## [TASK TO CARRY OUT]
Retype exactly the lines from the line with "<button>−</button>" to the end of the data, keeping both boundary lines.

Segment Open

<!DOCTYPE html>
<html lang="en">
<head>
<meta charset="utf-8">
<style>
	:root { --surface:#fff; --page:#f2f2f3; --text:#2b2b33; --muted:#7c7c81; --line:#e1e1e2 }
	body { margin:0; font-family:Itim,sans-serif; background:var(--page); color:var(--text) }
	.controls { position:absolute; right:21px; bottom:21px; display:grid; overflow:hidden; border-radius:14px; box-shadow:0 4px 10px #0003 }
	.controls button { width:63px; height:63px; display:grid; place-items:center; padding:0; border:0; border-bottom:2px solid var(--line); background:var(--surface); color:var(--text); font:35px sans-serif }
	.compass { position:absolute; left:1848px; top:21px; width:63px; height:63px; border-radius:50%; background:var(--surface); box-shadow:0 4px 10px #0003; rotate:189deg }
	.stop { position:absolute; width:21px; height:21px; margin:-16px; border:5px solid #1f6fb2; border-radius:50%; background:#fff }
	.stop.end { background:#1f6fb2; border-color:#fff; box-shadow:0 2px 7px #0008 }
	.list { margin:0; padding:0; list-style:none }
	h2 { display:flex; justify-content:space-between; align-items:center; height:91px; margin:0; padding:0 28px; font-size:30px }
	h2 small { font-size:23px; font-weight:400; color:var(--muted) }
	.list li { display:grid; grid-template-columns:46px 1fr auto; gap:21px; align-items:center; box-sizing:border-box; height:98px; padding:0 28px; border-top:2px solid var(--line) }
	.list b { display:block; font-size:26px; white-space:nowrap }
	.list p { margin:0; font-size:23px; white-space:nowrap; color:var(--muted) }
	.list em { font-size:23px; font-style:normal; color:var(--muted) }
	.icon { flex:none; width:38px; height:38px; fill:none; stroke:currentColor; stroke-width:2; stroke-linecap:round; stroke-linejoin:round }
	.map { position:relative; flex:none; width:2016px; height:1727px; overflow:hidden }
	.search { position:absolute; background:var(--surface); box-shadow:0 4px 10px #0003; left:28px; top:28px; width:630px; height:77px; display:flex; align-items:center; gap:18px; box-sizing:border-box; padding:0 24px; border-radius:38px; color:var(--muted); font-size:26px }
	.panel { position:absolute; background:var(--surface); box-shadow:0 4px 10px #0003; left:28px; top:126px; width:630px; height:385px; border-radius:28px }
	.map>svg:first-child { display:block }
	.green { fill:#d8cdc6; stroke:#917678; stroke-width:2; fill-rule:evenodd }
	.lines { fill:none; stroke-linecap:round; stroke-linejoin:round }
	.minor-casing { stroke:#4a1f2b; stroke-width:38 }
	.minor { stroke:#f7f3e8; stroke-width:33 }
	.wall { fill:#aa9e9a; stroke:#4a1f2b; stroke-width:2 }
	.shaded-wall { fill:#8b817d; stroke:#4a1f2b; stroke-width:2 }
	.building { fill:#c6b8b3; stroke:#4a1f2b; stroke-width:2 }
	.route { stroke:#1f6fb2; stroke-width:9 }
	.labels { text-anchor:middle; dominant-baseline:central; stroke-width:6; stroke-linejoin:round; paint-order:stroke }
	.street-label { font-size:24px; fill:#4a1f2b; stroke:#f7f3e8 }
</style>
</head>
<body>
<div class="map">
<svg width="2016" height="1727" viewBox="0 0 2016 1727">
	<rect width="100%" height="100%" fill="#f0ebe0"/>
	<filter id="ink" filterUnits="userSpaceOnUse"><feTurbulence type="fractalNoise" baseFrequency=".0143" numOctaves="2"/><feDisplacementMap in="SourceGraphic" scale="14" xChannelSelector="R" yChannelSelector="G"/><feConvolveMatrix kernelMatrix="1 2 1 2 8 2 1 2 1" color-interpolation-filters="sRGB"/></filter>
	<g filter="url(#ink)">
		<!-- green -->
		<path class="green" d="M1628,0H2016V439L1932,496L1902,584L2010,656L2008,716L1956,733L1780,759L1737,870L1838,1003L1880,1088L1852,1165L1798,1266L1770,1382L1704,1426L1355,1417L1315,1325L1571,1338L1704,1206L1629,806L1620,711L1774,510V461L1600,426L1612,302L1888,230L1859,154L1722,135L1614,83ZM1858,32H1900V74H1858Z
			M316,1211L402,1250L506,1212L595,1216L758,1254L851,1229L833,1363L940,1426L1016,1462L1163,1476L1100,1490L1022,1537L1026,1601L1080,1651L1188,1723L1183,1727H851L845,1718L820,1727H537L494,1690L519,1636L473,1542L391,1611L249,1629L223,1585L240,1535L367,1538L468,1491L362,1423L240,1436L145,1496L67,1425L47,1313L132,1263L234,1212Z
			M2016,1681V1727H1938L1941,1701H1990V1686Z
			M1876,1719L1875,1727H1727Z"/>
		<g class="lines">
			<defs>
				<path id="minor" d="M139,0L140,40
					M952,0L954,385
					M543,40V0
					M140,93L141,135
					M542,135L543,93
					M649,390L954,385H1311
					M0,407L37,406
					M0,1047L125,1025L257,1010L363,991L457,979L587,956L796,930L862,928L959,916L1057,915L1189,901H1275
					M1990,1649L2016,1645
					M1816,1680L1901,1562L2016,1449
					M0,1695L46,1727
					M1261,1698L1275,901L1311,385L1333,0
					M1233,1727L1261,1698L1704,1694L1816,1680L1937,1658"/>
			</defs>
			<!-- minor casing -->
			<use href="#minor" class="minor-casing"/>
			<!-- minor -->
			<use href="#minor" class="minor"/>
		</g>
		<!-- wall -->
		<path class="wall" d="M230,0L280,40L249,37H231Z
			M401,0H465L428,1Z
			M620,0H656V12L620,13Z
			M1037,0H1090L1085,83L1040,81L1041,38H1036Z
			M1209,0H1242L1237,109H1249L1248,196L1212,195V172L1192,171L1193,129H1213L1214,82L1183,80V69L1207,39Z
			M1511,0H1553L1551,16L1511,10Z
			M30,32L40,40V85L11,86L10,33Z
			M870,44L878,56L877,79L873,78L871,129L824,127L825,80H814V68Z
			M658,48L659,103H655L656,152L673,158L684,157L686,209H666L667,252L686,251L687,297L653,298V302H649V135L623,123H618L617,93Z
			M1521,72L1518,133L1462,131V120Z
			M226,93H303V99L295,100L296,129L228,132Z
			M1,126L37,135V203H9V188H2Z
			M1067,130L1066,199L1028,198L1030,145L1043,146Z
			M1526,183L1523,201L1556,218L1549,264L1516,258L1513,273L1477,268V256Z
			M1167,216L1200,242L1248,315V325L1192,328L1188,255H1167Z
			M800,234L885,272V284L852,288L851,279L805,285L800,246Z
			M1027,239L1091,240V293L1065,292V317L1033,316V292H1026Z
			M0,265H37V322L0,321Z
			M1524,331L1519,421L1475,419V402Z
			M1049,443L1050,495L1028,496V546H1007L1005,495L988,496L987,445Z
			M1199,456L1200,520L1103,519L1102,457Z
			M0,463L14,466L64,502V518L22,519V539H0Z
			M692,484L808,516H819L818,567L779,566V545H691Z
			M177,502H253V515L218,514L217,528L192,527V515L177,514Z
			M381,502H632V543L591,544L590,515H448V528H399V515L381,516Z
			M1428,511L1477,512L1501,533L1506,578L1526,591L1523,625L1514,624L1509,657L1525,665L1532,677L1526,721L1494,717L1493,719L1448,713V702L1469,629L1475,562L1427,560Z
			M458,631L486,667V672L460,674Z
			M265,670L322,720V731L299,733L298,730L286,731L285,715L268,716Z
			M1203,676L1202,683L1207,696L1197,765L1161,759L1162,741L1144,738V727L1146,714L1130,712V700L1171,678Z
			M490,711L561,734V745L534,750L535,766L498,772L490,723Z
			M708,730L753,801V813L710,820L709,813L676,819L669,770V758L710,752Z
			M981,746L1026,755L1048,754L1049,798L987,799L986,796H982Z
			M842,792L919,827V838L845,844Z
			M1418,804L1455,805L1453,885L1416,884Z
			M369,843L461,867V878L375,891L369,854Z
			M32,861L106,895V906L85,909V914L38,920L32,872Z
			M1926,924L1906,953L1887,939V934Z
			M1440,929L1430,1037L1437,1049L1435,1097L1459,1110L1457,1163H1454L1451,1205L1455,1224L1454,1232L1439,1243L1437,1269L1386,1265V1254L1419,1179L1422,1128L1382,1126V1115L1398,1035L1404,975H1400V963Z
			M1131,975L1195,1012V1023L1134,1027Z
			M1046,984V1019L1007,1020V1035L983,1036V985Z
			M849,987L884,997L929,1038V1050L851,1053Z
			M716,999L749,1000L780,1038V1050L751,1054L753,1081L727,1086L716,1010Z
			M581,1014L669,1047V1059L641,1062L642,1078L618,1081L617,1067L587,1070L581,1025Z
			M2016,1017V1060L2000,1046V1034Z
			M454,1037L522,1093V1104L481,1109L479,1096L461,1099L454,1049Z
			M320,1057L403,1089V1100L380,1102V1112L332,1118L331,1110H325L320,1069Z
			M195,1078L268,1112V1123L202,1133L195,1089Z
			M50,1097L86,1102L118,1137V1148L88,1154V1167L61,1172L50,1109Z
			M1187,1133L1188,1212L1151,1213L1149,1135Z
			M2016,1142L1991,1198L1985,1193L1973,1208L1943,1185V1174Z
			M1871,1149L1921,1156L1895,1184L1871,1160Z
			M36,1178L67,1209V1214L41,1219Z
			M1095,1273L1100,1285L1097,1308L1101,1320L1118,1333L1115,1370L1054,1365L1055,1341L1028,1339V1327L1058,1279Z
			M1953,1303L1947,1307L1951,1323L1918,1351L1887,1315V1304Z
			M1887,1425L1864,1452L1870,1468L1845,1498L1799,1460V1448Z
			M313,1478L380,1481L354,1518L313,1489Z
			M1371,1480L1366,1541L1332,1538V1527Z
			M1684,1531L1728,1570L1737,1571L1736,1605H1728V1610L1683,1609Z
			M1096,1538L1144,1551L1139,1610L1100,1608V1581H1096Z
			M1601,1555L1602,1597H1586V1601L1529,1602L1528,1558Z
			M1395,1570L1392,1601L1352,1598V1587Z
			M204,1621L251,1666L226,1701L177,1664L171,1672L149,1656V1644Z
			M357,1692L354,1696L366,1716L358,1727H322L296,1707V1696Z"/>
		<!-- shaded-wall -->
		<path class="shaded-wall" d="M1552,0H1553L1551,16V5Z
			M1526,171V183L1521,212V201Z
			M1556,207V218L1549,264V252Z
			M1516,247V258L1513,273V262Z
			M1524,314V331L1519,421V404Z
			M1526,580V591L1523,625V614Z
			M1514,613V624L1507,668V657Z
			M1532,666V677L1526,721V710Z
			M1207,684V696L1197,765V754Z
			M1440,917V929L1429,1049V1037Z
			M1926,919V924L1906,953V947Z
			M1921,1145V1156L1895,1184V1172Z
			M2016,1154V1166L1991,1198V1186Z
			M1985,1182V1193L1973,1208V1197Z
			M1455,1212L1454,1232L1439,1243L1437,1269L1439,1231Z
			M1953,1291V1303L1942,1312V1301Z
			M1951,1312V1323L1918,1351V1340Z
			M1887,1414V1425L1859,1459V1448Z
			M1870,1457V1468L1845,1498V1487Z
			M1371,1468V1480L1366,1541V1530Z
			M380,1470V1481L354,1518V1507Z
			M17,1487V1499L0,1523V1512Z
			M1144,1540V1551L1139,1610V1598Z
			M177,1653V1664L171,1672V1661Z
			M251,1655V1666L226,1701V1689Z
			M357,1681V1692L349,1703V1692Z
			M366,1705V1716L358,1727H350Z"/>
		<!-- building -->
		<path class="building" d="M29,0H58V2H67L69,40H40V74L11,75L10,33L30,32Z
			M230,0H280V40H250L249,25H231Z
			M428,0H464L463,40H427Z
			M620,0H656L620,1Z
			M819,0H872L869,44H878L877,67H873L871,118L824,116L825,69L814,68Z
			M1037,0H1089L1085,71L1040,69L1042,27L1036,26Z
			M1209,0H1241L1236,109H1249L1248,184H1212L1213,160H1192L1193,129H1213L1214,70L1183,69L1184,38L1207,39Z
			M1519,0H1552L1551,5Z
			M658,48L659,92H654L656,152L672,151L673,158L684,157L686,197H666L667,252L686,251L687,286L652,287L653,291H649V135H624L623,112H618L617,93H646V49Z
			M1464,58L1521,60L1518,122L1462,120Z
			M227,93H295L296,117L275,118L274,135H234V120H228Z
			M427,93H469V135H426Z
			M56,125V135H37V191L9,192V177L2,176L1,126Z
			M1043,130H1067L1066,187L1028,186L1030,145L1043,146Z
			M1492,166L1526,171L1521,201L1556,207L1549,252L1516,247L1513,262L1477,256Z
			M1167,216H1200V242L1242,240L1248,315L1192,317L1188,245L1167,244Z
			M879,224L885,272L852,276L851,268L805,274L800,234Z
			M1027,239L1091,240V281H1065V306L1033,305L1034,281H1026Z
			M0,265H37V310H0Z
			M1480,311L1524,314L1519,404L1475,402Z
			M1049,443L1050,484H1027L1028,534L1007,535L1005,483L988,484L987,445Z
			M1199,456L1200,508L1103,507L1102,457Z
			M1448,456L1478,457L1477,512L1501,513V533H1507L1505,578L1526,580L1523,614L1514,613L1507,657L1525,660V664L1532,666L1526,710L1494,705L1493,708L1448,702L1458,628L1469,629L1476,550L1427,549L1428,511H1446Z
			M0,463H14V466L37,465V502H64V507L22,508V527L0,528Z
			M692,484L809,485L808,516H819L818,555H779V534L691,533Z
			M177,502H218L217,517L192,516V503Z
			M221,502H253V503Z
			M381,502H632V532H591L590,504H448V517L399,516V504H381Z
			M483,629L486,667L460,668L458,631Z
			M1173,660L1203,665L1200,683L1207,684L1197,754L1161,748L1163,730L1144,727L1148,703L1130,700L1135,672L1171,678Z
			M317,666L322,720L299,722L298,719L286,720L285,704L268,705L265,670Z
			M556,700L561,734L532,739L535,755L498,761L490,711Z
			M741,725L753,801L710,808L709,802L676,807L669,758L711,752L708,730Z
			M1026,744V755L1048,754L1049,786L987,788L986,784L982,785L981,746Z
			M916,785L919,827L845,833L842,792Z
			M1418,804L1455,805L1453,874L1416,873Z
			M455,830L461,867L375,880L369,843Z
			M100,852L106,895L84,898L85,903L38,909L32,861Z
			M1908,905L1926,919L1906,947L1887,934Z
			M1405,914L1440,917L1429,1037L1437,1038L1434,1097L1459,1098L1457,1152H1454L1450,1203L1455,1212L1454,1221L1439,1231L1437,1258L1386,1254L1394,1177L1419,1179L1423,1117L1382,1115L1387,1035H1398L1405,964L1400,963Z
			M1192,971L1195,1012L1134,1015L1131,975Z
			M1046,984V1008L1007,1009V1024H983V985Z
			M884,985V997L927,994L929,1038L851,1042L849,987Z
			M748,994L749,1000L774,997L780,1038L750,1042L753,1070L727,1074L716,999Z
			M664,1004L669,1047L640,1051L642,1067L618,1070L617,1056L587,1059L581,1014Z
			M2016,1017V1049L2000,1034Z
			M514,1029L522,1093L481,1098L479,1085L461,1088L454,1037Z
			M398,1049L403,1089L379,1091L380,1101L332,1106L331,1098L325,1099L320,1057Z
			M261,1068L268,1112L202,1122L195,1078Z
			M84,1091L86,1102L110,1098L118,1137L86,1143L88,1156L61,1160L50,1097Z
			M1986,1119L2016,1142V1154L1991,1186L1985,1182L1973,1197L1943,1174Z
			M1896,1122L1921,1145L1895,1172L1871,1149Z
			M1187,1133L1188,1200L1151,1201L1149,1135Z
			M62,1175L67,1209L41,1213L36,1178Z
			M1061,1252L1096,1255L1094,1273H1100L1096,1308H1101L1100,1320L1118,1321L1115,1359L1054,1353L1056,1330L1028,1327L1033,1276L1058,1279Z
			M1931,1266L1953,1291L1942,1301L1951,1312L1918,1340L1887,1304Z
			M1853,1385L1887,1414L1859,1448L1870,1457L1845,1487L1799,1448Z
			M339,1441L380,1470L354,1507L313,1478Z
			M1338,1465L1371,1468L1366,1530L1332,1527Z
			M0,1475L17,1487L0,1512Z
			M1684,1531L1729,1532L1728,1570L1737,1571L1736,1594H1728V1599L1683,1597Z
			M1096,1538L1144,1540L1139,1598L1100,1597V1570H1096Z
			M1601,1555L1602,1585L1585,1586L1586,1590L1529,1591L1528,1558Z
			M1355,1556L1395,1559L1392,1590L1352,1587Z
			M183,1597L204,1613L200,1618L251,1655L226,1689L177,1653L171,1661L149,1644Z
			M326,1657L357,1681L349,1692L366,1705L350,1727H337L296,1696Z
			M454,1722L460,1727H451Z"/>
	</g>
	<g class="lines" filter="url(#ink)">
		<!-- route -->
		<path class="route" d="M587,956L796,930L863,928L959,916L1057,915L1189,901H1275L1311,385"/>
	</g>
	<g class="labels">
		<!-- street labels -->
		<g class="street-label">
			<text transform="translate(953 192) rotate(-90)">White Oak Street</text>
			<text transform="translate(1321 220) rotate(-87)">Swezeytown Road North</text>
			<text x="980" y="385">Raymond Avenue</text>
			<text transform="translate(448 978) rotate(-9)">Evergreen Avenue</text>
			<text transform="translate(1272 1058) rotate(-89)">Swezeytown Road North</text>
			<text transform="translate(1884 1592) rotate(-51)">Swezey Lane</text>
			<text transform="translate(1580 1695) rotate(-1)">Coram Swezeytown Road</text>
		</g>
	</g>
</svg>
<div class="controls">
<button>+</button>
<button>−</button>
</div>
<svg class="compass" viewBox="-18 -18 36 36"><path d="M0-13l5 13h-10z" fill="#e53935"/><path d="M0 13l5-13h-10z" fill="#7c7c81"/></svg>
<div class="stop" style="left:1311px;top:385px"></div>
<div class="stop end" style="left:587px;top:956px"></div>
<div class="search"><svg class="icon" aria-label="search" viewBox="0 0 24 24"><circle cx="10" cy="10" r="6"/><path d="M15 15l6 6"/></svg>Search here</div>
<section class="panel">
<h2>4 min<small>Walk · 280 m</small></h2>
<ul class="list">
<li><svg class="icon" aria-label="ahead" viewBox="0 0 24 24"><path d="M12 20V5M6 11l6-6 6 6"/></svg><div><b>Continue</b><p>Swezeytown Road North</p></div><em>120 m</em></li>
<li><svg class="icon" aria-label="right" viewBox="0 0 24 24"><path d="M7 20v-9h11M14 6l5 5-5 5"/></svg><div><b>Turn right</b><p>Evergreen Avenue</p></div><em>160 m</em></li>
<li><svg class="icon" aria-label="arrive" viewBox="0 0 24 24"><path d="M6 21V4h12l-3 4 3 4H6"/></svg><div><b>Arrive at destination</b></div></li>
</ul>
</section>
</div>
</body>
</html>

Segment Closed

## [OUTPUT FOR THIS TASK]
<button>−</button>
</div>
<svg class="compass" viewBox="-18 -18 36 36"><path d="M0-13l5 13h-10z" fill="#e53935"/><path d="M0 13l5-13h-10z" fill="#7c7c81"/></svg>
<div class="stop" style="left:1311px;top:385px"></div>
<div class="stop end" style="left:587px;top:956px"></div>
<div class="search"><svg class="icon" aria-label="search" viewBox="0 0 24 24"><circle cx="10" cy="10" r="6"/><path d="M15 15l6 6"/></svg>Search here</div>
<section class="panel">
<h2>4 min<small>Walk · 280 m</small></h2>
<ul class="list">
<li><svg class="icon" aria-label="ahead" viewBox="0 0 24 24"><path d="M12 20V5M6 11l6-6 6 6"/></svg><div><b>Continue</b><p>Swezeytown Road North</p></div><em>120 m</em></li>
<li><svg class="icon" aria-label="right" viewBox="0 0 24 24"><path d="M7 20v-9h11M14 6l5 5-5 5"/></svg><div><b>Turn right</b><p>Evergreen Avenue</p></div><em>160 m</em></li>
<li><svg class="icon" aria-label="arrive" viewBox="0 0 24 24"><path d="M6 21V4h12l-3 4 3 4H6"/></svg><div><b>Arrive at destination</b></div></li>
</ul>
</section>
</div>
</body>
</html>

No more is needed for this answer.